Chapter 02-S02: Normal–Normal Conjugacy for One Mean

library(glmbayes)
if (requireNamespace("bayesrules", quietly = TRUE)) library(bayesrules)

1. The model

1.1 Likelihood

Suppose we observe \(n\) measurements \(y_1, \dots, y_n\) drawn independently from a Normal distribution with unknown mean \(\mu\) and known standard deviation \(\sigma\):

\[ Y_i \mid \mu \;\sim\; \mathcal{N}(\mu,\, \sigma^2), \qquad i = 1,\dots,n. \]

The sufficient statistic is the sample mean \(\bar y\), which itself follows

\[ \bar{y} \mid \mu \;\sim\; \mathcal{N}\!\left(\mu,\, \frac{\sigma^2}{n}\right). \]

In practice \(\sigma\) is rarely truly known, but treating it as fixed provides the cleanest template for understanding posterior updating. The full treatment — unknown mean and unknown variance — is handled in Chapter 3 with lmb().

1.2 Prior

Since \(\mu\) can take any real value, the Normal distribution is the natural conjugate prior:

\[ \mu \;\sim\; \mathcal{N}(\mu_0,\, \tau_0^2). \]

Here \(\mu_0\) is your prior best guess and \(\tau_0\) encodes your uncertainty about it.

1.3 Posterior derivation

The key is to work with precision (reciprocal variance): \(\kappa = 1/\sigma^2\).

Symbol Formula Meaning
\(\kappa_0 = 1/\tau_0^2\) Prior precision Information in the prior
\(\kappa_L = n/\sigma^2\) Likelihood precision Information in the data

Multiplying the Normal likelihood by the Normal prior kernel and completing the square gives the conjugate posterior:

\[ \mu \mid \bar{y} \;\sim\; \mathcal{N}\!\left(\mu_n,\; \frac{1}{\kappa_n}\right), \]

where

\[ \kappa_n \;=\; \kappa_0 + \kappa_L \qquad\text{(precisions add)} \]

\[ \mu_n \;=\; \frac{\kappa_0\,\mu_0 + \kappa_L\,\bar{y}}{\kappa_n} \;=\; \frac{\kappa_0}{\kappa_n}\,\mu_0 \;+\; \frac{\kappa_L}{\kappa_n}\,\bar{y}. \]

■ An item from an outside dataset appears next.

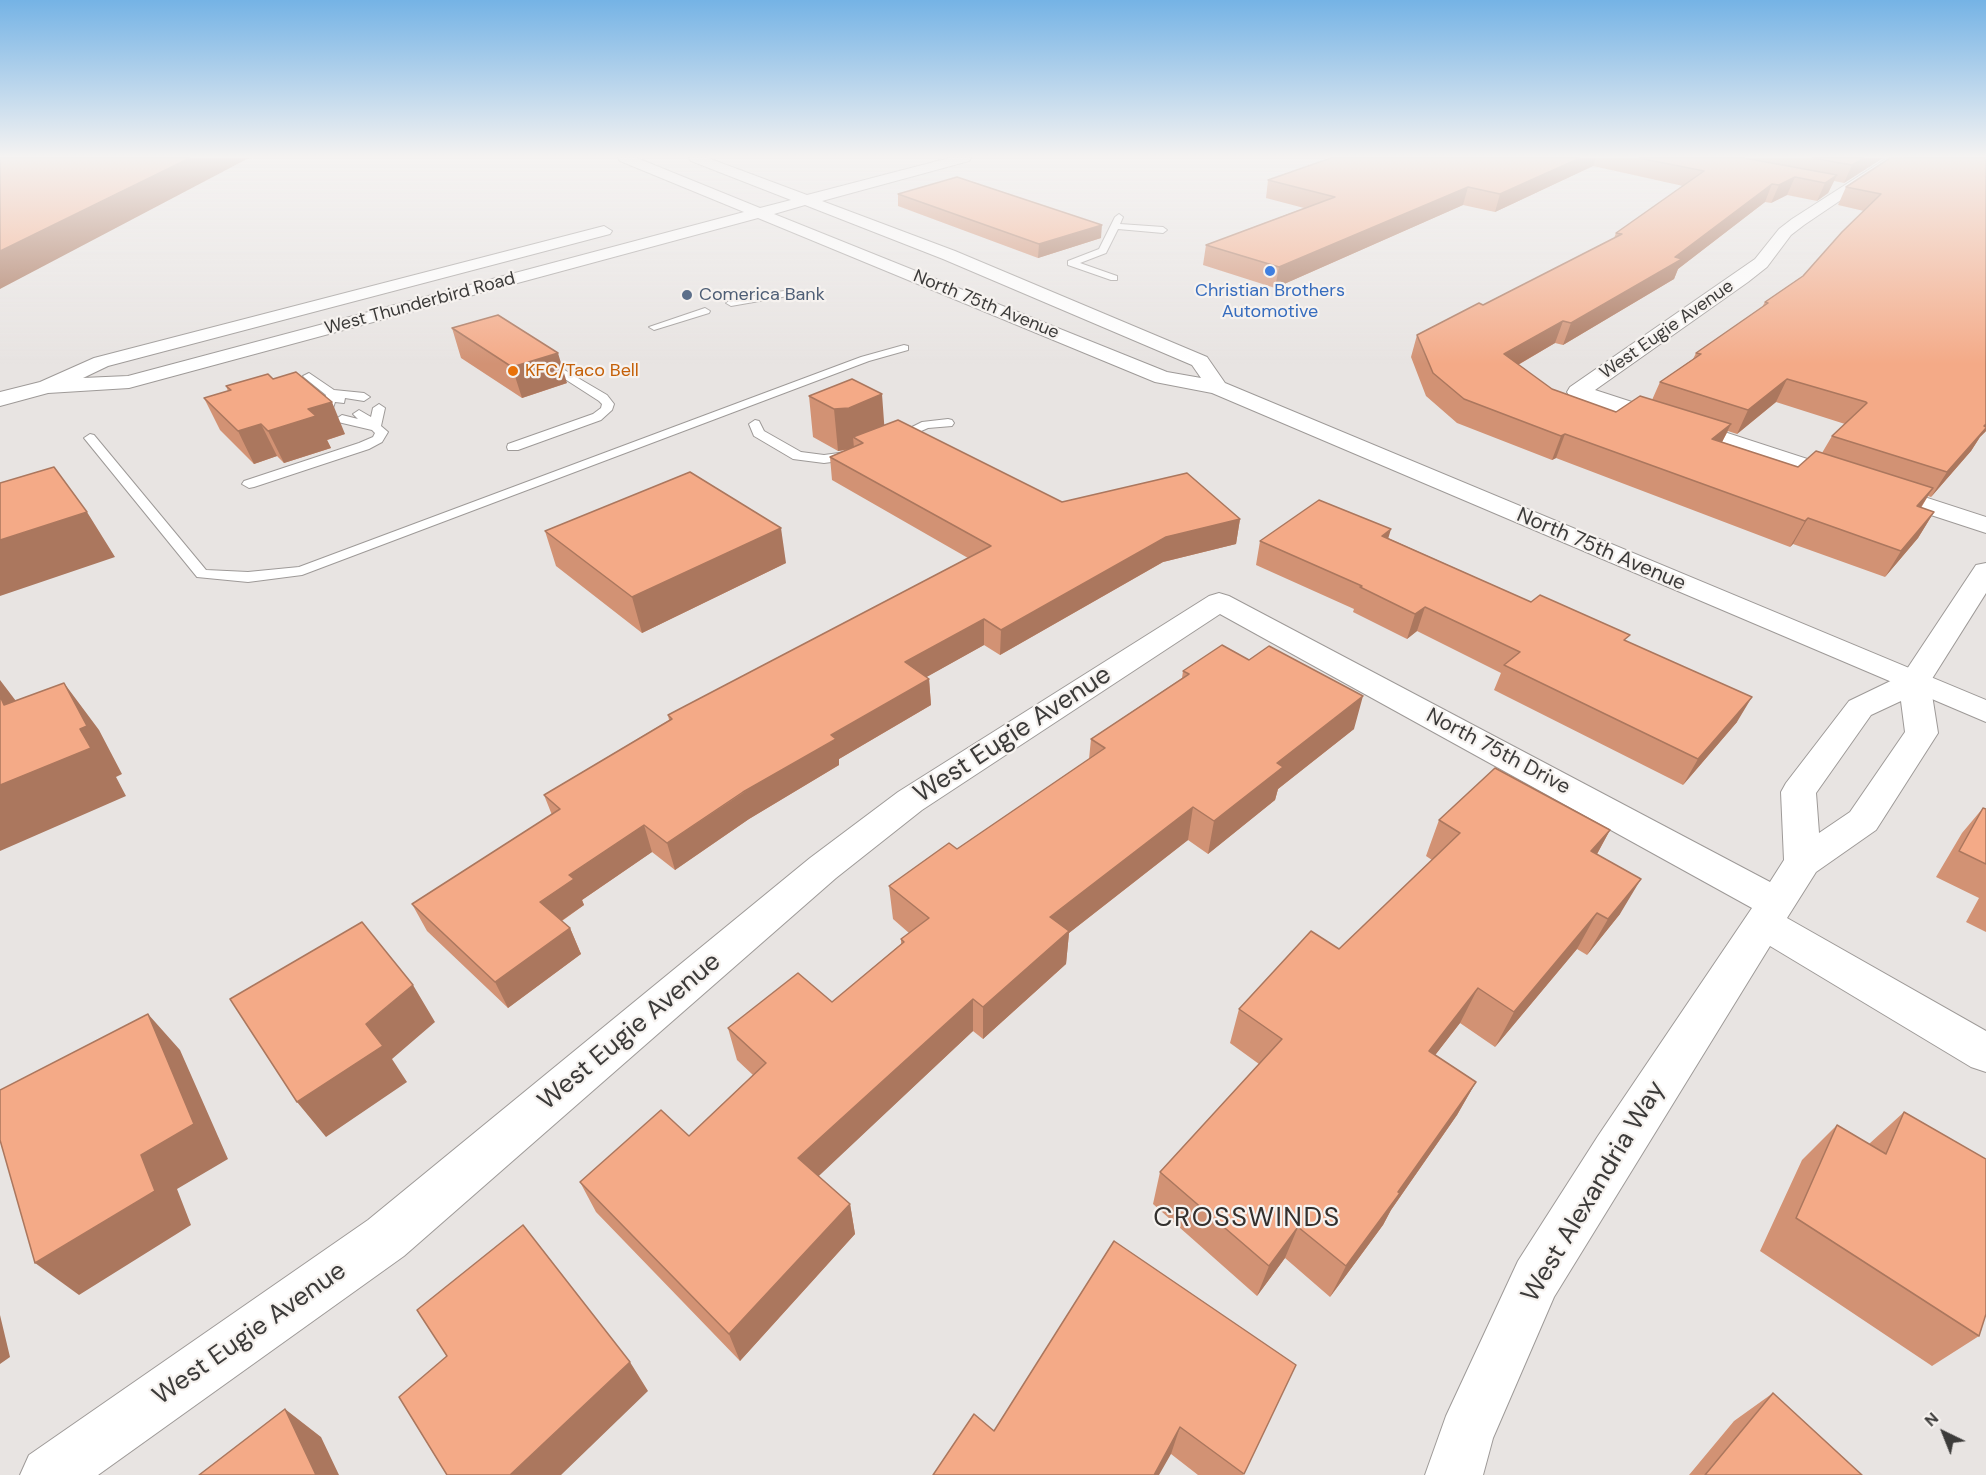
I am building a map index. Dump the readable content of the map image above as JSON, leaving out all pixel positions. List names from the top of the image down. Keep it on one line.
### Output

The posterior mean \(\mu_n\) is a precision-weighted average of the prior mean and the data mean.

Intuition.

  • Precisions add because information is additive: each independent source of knowledge about \(\mu\) contributes its own precision.
  • A very diffuse prior (\(\tau_0 \to \infty\), \(\kappa_0 \to 0\)) gives \(\mu_n \approx \bar y\) — the data take over entirely.
  • A very small sample (\(n\) small) or noisy data (\(\sigma\) large) keeps \(\kappa_L\) small, so the prior retains more influence.
  • As \(n \to \infty\), \(\mu_n \to \bar y\) and the posterior variance \(1/\kappa_n \to 0\) — the Bayesian estimate converges to the classical MLE.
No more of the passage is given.